== Segment start ==
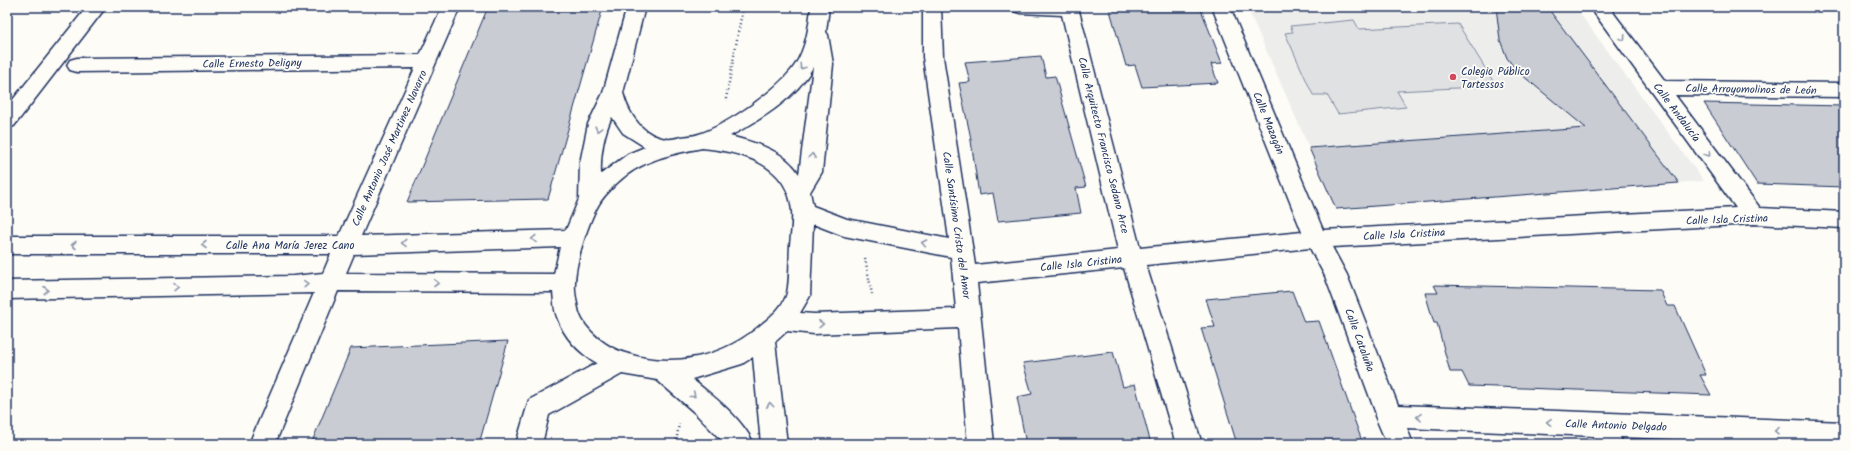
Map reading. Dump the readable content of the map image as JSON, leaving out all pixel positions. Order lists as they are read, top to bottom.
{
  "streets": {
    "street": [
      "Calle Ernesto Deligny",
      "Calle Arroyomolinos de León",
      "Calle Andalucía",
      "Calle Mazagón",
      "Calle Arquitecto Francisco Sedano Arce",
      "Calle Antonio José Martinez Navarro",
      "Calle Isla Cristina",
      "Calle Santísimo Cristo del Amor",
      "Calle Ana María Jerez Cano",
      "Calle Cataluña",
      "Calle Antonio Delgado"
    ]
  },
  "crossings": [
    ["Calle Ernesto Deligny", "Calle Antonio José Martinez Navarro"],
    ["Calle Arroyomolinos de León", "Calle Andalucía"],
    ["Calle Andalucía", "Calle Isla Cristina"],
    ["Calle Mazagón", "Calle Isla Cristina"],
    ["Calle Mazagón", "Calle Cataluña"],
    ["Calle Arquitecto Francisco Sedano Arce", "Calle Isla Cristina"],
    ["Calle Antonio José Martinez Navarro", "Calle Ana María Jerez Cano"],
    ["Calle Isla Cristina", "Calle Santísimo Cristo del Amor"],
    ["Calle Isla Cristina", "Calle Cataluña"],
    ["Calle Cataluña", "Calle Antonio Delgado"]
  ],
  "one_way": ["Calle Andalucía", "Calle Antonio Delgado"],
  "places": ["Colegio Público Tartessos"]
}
== Segment end ==
*What to work on*
In your copy of the listing above, reproduce each line exactly and omit all pictures.

*Answer for this exercise*
Map reading. Dump the readable content of the map image as JSON, leaving out all pixel positions. Order lists as they are read, top to bottom.
{
  "streets": {
    "street": [
      "Calle Ernesto Deligny",
      "Calle Arroyomolinos de León",
      "Calle Andalucía",
      "Calle Mazagón",
      "Calle Arquitecto Francisco Sedano Arce",
      "Calle Antonio José Martinez Navarro",
      "Calle Isla Cristina",
      "Calle Santísimo Cristo del Amor",
      "Calle Ana María Jerez Cano",
      "Calle Cataluña",
      "Calle Antonio Delgado"
    ]
  },
  "crossings": [
    ["Calle Ernesto Deligny", "Calle Antonio José Martinez Navarro"],
    ["Calle Arroyomolinos de León", "Calle Andalucía"],
    ["Calle Andalucía", "Calle Isla Cristina"],
    ["Calle Mazagón", "Calle Isla Cristina"],
    ["Calle Mazagón", "Calle Cataluña"],
    ["Calle Arquitecto Francisco Sedano Arce", "Calle Isla Cristina"],
    ["Calle Antonio José Martinez Navarro", "Calle Ana María Jerez Cano"],
    ["Calle Isla Cristina", "Calle Santísimo Cristo del Amor"],
    ["Calle Isla Cristina", "Calle Cataluña"],
    ["Calle Cataluña", "Calle Antonio Delgado"]
  ],
  "one_way": ["Calle Andalucía", "Calle Antonio Delgado"],
  "places": ["Colegio Público Tartessos"]
}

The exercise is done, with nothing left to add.